[Dataset entries]
- - - - - - -
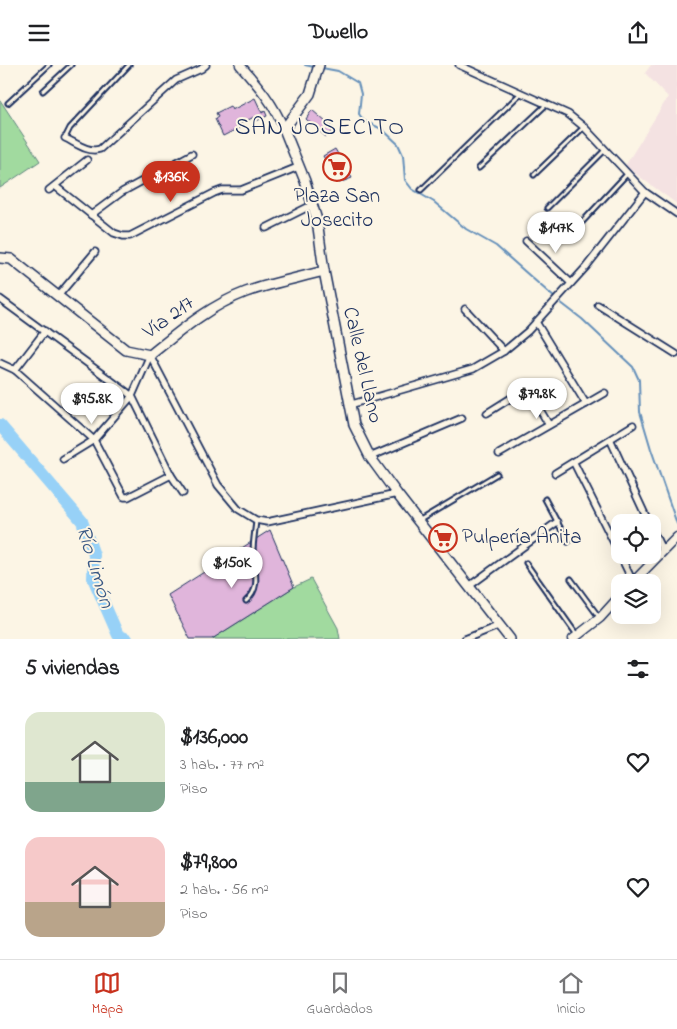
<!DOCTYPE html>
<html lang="es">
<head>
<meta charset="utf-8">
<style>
	:root { --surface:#fff; --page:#f2f2f2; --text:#202124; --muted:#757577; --line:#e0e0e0; --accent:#c8321e }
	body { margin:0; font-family:"Indie Flower",sans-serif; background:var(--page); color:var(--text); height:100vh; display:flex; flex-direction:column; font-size:19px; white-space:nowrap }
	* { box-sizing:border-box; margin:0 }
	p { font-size:16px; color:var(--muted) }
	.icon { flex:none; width:28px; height:28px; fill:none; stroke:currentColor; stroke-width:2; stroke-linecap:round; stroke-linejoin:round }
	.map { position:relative; height:574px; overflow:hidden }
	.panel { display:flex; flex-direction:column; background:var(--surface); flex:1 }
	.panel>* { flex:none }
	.tools { position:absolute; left:611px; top:449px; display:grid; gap:10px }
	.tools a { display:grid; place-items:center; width:50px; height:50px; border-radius:10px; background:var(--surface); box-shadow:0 5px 20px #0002; font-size:25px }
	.price { position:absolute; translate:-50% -42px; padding:0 11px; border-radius:18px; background:#fff; color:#222; font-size:16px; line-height:32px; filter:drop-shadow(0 1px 2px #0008) }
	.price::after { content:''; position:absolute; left:50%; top:30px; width:15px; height:11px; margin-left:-8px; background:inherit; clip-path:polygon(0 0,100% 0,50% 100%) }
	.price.on { background:var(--accent); color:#fff }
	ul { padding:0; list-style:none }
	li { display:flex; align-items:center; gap:15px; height:125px; padding:0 25px }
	li span { display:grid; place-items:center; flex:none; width:140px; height:100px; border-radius:15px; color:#555 }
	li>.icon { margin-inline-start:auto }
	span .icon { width:60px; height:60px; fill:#fffc; stroke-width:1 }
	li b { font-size:21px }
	h2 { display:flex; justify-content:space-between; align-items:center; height:60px; padding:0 25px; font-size:21px }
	header { display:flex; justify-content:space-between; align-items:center; height:65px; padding:0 25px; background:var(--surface); font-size:22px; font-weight:800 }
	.dock { display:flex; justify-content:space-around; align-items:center; height:70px; border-top:1px solid var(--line); background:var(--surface); font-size:14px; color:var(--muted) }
	.dock a { display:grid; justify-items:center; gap:2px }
	.dock .on { color:var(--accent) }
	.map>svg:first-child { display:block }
</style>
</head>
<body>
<header><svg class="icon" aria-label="menu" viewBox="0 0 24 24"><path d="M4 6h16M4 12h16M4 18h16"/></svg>Dwello<svg class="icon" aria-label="share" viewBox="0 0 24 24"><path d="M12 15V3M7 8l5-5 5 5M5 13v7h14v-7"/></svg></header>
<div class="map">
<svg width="677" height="574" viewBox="0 0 677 574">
	<rect width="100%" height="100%" fill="#fcf5e5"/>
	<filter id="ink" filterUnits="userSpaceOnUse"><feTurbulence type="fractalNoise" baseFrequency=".02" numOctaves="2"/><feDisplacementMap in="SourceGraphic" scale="10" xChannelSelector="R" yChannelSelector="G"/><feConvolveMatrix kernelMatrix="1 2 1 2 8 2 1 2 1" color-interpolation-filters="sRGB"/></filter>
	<g filter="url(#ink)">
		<polygon fill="#f4e2e2" points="651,0 677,0 677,139 625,101 668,32 645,8"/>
		<g fill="#a1da9f" stroke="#5e847e">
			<polygon points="0,35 40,96 0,123"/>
			<polygon points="311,514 338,563 340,574 212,574 294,522"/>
		</g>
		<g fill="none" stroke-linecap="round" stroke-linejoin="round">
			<g stroke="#6590ba" stroke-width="2">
				<polyline points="305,0 314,2"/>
				<polyline points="322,3 338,6 358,18 361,29 359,49 364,56 382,64 398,79 403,90 405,115 412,124 434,137 466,164 496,181 556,234 582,254 633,302 639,315 640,347 651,384 677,459"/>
			</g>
			<polyline stroke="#97d1f7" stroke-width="12" points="0,360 82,456 94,490 93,513 118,570 127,574"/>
		</g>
		<g fill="#e0b5db" stroke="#1b2f5e">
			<polygon points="255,33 262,48 265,46 267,51 256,56 254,52 240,59 241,62 223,71 215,54 218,52 216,48 230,41 232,45"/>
			<polygon points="312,45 334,64 326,72 306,54"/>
			<polygon points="335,84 352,113 339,118 323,91"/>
			<polygon points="270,465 294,522 212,574 190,574 168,530"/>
		</g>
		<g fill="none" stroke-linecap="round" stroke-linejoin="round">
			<defs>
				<g id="service">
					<polyline points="43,26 71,0"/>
					<polyline points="8,38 49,0"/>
					<polyline points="65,73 70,63 129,0"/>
					<polyline points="479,103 547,39"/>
					<polyline points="534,110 584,62"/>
					<polyline points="421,125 521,28"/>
					<polyline points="547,143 605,85"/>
					<polyline points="572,168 627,109"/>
					<polyline points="545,434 568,477"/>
					<polyline points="420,455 497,409"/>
					<polyline points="526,498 577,570"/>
					<polyline points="571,514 599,552"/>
					<path d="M246,536C262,523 254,505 253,487C253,477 255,466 256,456"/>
				</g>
				<g id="minor">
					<polyline points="459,0 568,49 584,62 645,127 677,149"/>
					<path d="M65,73C76,78 88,88 100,84L176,15L201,4L206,0"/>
					<polyline points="55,121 114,168 123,171 130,171 214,128 222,125 241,125 298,102"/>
					<polyline points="49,125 87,95"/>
					<polyline points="91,150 122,127 192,89"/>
					<polyline points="266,163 312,140"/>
					<polyline points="526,176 571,218"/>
					<polyline points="58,231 95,187"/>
					<polyline points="0,234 132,331 171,410 183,428"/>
					<polyline points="598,240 676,289"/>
					<polyline points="465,244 504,286"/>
					<polyline points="536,257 586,339 605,328"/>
					<polyline points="150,290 218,420 238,444 256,455 267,457 397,429"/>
					<polyline points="0,298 15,305 94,375 124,432 128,432 171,410"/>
					<polyline points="15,305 45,266"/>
					<polyline points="349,340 473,304 504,286 528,266 586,202 645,127"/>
					<polyline points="487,348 527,323 549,360"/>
					<polyline points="611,376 649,458"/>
					<polyline points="499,389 586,339"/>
					<polyline points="370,392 462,353"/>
					<polyline points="63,394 94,375 132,331 150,290"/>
					<polyline points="574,398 620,490"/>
					<polyline points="555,408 633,360"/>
					<polyline points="652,464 662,485"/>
					<polyline points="620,490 633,517"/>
					<polyline points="468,522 557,457"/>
					<polyline points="465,574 498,561"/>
				</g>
				<g id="tertiary">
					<path d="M240,0C258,20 274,39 284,64"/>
					<polyline points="632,518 677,472"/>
					<polyline points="573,574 600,553 620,531"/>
				</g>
				<g id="secondary">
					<polyline points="319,0 310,29 284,64 305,116 317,155 324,206 354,360 370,392 397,429 510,574"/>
					<path d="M0,193L11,194L126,285L150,290C180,266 209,241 246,227C271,218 298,213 324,206"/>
				</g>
			</defs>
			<use href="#service" stroke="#1b2f5e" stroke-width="7"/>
			<use href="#minor" stroke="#1b2f5e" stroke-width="9"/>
			<use href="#tertiary" stroke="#1b2f5e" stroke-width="11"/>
			<use href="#secondary" stroke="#1b2f5e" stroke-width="12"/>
			<use href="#service" stroke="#fcf5e5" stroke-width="3"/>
			<use href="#minor" stroke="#fcf5e5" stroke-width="5.5"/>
			<use href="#tertiary" stroke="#fcf5e5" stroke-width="8"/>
			<use href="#secondary" stroke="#fcf5e5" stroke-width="9"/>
		</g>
	</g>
	<defs>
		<symbol id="supermarket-ring" viewBox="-11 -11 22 22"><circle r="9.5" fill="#fcf5e5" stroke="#c8321e" stroke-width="1.5"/><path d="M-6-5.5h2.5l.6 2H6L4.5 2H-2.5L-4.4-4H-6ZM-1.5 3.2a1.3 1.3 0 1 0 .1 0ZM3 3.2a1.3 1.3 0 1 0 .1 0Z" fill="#c8321e"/></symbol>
	</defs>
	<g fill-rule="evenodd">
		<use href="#supermarket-ring" x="321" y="86" width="32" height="32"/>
		<use href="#supermarket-ring" x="427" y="457" width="32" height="32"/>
	</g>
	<g text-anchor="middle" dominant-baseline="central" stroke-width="4" stroke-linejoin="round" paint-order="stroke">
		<g font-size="21" fill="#1b2f5e" stroke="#fcf5e5">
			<text x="337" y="132">Plaza San<tspan x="337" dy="24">Josecito</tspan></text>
			<text x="462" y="473" text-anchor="start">Pulpería Anita</text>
		</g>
		<g font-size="21" fill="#1b2f5e" stroke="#fcf5e5">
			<text transform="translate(169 253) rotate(-36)">Vía 217</text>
			<text transform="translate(362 300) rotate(77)">Calle del Llano</text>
		</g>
		<g font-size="22" font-style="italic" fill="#3a5884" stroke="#fcf5e5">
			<text transform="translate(94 502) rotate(73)">Río Limón</text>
		</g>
		<g font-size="24" letter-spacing="1" fill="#1b2f5e" stroke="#fcf5e5">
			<text x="320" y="63">SAN JOSECITO</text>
		</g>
	</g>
</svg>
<div class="tools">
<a><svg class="icon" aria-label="locate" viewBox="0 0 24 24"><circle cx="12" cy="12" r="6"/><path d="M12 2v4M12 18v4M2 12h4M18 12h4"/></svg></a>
<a><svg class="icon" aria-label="layers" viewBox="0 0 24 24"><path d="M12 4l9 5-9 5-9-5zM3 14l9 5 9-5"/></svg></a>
</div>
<b class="price on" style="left:171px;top:138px">$136K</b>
<b class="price" style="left:556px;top:189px">$147K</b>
<b class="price" style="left:537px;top:355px">$79.8K</b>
<b class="price" style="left:92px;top:360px">$95.8K</b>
<b class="price" style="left:232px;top:524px">$150K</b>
</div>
<section class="panel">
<h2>5 viviendas<svg class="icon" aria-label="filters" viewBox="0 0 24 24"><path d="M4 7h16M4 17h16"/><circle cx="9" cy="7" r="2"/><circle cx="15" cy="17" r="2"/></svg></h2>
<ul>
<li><span style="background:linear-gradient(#dfe7d0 70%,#7fa58c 0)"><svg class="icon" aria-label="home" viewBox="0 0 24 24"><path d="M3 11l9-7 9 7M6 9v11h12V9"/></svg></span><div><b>$136,000</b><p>3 hab. · 77 m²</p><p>Piso</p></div><svg class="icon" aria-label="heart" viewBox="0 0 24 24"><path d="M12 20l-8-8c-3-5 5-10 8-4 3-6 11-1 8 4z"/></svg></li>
<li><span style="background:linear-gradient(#f6c9c9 65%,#b9a48a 0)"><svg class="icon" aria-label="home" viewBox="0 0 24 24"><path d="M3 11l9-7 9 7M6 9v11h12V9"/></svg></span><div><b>$79,800</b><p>2 hab. · 56 m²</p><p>Piso</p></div><svg class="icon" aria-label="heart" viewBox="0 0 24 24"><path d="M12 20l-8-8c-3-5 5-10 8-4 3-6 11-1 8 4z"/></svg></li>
</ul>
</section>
<nav class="dock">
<a class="on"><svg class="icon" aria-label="map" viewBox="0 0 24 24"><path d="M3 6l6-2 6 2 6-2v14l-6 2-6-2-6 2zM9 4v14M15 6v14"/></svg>Mapa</a>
<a><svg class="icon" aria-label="saved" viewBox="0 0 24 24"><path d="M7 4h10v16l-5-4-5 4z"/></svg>Guardados</a>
<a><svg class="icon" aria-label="home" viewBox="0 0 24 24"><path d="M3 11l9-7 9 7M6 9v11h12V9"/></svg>Inicio</a>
</nav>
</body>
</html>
- - - - - - -
• _Exercise_
Only the lines from the beginning of the records through the line bearing "display:grid; place-items:center; width:50px;" belong in the answer, copied word for word with pictures left out.

• _Reply to the task_
<!DOCTYPE html>
<html lang="es">
<head>
<meta charset="utf-8">
<style>
	:root { --surface:#fff; --page:#f2f2f2; --text:#202124; --muted:#757577; --line:#e0e0e0; --accent:#c8321e }
	body { margin:0; font-family:"Indie Flower",sans-serif; background:var(--page); color:var(--text); height:100vh; display:flex; flex-direction:column; font-size:19px; white-space:nowrap }
	* { box-sizing:border-box; margin:0 }
	p { font-size:16px; color:var(--muted) }
	.icon { flex:none; width:28px; height:28px; fill:none; stroke:currentColor; stroke-width:2; stroke-linecap:round; stroke-linejoin:round }
	.map { position:relative; height:574px; overflow:hidden }
	.panel { display:flex; flex-direction:column; background:var(--surface); flex:1 }
	.panel>* { flex:none }
	.tools { position:absolute; left:611px; top:449px; display:grid; gap:10px }
	.tools a { display:grid; place-items:center; width:50px; height:50px; border-radius:10px; background:var(--surface); box-shadow:0 5px 20px #0002; font-size:25px }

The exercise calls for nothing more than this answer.